Work task> Give again only those lines from the start of the entries through the line holding "inset:0; background:#d6ded6; transform-origin:0", leaving them as they are.

Data for this task>
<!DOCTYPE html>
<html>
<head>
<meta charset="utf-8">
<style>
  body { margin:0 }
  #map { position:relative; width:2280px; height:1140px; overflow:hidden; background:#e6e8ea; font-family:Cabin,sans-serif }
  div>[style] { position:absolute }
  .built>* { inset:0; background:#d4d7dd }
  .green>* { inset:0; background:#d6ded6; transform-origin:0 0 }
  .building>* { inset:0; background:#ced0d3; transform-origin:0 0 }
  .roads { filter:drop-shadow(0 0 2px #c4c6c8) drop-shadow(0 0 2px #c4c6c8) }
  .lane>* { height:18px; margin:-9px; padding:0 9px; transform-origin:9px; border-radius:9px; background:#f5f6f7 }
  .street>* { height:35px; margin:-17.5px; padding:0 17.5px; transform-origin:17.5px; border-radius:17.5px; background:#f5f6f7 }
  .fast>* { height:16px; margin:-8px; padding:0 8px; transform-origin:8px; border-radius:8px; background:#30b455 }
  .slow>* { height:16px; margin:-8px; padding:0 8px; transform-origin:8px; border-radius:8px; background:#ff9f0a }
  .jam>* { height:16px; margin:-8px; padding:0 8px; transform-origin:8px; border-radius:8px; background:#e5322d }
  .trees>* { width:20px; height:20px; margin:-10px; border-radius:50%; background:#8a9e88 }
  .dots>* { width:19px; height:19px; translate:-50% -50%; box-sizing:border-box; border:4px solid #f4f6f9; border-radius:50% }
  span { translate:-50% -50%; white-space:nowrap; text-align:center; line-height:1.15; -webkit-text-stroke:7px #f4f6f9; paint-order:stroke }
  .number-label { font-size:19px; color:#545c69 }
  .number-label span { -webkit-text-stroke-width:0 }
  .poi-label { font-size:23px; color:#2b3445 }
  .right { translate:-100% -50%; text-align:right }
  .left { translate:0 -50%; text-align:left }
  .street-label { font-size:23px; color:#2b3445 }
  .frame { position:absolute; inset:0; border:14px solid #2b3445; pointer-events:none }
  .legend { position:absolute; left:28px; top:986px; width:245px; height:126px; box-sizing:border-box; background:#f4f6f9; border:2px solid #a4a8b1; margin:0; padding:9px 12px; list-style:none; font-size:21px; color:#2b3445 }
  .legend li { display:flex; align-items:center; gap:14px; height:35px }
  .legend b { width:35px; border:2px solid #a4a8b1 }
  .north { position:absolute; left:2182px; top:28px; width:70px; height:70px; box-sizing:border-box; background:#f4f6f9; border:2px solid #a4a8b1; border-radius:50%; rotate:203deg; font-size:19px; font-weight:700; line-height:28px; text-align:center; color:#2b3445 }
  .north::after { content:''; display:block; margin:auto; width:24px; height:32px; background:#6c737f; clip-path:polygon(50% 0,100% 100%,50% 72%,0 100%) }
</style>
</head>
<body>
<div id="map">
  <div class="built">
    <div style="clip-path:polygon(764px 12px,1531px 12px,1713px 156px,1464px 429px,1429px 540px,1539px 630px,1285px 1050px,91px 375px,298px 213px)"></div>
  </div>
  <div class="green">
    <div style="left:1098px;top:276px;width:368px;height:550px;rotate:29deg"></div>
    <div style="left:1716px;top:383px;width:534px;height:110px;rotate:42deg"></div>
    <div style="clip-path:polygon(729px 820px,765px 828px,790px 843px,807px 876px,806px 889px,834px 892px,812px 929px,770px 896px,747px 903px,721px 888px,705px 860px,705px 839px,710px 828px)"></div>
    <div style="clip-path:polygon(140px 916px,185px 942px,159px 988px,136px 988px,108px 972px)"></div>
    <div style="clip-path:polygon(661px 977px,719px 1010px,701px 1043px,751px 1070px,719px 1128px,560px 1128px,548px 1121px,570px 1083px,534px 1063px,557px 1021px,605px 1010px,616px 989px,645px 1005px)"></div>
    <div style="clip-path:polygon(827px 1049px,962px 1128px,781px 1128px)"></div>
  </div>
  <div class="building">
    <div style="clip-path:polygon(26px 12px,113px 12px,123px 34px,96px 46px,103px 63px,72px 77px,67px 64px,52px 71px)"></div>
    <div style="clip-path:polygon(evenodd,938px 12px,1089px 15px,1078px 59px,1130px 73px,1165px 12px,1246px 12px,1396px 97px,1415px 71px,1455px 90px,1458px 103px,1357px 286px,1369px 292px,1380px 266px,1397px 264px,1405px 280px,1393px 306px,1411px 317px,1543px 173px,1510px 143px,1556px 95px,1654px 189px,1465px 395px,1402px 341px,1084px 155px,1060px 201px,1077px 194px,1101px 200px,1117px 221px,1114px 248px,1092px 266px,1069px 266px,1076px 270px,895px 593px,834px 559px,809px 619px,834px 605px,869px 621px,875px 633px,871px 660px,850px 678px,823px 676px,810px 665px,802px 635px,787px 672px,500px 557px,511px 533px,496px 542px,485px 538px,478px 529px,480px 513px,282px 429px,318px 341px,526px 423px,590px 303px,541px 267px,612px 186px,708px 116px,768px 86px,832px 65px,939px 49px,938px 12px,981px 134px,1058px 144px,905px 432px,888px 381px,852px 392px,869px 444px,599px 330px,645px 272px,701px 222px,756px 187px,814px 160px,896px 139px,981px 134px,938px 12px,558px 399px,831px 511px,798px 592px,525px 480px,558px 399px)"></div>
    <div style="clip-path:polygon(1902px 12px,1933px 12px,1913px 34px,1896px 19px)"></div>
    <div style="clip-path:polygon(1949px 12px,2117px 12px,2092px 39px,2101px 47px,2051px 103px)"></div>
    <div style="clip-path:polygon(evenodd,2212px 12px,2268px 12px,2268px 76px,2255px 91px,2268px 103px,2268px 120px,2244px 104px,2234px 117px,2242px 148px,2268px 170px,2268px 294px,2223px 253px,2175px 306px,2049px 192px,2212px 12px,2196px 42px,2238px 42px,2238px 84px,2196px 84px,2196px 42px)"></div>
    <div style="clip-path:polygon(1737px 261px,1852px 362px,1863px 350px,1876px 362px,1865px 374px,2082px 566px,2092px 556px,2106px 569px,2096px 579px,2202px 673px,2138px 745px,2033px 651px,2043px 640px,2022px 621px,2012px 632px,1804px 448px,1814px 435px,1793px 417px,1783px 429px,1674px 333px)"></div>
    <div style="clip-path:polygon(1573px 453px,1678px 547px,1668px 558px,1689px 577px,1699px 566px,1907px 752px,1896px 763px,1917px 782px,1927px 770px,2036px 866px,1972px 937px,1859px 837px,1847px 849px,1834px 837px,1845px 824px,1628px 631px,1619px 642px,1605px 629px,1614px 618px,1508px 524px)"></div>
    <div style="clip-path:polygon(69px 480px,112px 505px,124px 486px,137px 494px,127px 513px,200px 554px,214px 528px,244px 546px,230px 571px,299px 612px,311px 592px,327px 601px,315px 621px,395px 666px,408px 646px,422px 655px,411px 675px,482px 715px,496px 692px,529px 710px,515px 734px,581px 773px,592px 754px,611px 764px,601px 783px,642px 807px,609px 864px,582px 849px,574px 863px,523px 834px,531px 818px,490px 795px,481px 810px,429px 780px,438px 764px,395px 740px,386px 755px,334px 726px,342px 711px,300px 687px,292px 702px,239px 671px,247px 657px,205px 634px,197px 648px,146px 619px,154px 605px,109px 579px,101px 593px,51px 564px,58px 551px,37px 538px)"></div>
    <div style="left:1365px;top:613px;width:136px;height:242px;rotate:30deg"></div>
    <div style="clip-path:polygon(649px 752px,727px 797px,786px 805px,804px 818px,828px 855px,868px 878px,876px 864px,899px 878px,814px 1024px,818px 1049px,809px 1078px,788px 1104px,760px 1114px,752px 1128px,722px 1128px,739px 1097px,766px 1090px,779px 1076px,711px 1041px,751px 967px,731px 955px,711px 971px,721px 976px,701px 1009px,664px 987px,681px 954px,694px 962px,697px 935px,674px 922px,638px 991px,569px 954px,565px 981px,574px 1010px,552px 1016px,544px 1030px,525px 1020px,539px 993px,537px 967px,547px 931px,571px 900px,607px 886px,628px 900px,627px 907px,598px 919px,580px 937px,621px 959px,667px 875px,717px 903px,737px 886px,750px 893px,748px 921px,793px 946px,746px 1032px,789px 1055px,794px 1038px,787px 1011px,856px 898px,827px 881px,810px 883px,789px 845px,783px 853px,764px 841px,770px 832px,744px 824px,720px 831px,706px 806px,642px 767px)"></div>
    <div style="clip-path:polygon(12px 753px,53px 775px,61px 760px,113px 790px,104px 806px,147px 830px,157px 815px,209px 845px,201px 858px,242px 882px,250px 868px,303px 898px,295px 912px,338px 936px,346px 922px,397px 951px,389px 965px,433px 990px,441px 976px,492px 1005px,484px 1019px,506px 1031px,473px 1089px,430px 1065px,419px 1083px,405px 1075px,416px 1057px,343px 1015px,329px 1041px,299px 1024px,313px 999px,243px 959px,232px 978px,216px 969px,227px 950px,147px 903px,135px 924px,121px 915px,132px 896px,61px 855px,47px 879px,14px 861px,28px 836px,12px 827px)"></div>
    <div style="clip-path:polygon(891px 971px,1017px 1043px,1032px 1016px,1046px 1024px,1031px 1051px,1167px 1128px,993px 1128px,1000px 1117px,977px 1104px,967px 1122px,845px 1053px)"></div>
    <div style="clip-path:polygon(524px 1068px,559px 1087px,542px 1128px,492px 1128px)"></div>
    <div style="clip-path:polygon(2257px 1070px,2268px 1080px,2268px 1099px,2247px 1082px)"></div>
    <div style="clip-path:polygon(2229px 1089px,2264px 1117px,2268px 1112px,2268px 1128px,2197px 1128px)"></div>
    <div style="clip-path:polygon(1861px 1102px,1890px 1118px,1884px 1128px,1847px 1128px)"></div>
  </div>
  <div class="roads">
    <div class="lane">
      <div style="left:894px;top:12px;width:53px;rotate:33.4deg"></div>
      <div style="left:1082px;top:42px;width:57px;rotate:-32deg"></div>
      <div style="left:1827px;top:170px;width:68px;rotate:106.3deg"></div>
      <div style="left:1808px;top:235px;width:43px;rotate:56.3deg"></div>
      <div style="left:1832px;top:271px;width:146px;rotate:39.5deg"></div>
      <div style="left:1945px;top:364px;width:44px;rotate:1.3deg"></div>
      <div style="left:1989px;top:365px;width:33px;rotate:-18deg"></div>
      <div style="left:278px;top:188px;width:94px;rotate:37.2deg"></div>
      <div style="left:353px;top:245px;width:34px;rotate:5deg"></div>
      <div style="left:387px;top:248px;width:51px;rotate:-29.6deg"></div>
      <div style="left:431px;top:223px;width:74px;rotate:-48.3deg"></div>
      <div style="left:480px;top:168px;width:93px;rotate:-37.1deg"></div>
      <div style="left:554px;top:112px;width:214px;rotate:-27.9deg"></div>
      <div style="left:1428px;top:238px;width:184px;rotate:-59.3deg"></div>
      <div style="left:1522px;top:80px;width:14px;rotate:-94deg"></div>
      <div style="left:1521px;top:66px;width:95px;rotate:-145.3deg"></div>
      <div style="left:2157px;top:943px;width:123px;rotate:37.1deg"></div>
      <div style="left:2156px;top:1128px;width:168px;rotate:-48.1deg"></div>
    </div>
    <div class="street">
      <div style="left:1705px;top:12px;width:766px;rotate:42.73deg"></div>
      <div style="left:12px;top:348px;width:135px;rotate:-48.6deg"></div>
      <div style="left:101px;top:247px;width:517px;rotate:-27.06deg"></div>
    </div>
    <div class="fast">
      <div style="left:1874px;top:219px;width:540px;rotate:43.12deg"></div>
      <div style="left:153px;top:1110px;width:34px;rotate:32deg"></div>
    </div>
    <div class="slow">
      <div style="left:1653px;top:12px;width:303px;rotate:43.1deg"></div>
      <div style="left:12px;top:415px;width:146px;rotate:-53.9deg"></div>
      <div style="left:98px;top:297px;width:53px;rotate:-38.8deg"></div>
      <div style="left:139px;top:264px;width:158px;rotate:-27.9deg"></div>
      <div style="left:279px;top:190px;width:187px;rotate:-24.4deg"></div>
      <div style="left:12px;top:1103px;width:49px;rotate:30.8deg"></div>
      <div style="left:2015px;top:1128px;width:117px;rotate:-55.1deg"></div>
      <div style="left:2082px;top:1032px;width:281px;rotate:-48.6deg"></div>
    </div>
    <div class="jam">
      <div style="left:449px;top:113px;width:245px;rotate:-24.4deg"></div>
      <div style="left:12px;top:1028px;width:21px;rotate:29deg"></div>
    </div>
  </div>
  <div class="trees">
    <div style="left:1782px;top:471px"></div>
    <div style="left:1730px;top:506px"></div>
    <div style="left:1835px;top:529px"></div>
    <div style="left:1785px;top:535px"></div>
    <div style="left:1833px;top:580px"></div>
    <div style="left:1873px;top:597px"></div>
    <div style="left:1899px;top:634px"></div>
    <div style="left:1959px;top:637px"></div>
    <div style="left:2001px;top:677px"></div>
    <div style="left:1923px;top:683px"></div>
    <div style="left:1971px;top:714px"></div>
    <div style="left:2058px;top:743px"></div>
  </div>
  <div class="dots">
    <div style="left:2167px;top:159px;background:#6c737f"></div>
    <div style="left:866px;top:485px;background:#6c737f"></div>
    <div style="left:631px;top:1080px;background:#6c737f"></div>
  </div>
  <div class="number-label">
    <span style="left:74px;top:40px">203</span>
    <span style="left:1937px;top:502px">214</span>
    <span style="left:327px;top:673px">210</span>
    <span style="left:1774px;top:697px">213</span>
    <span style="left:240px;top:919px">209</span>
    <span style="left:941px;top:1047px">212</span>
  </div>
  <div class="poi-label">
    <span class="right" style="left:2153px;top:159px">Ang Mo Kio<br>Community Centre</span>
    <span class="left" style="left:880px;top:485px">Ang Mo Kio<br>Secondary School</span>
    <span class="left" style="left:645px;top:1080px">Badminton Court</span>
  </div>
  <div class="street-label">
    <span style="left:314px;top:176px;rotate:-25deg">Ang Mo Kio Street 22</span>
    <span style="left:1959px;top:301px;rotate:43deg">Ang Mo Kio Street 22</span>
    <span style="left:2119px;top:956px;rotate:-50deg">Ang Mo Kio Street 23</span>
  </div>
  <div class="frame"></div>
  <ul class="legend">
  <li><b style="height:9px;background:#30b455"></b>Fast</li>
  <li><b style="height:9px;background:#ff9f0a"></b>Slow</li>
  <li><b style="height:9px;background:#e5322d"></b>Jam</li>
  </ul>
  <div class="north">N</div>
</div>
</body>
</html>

Result for this task>
<!DOCTYPE html>
<html>
<head>
<meta charset="utf-8">
<style>
  body { margin:0 }
  #map { position:relative; width:2280px; height:1140px; overflow:hidden; background:#e6e8ea; font-family:Cabin,sans-serif }
  div>[style] { position:absolute }
  .built>* { inset:0; background:#d4d7dd }
  .green>* { inset:0; background:#d6ded6; transform-origin:0 0 }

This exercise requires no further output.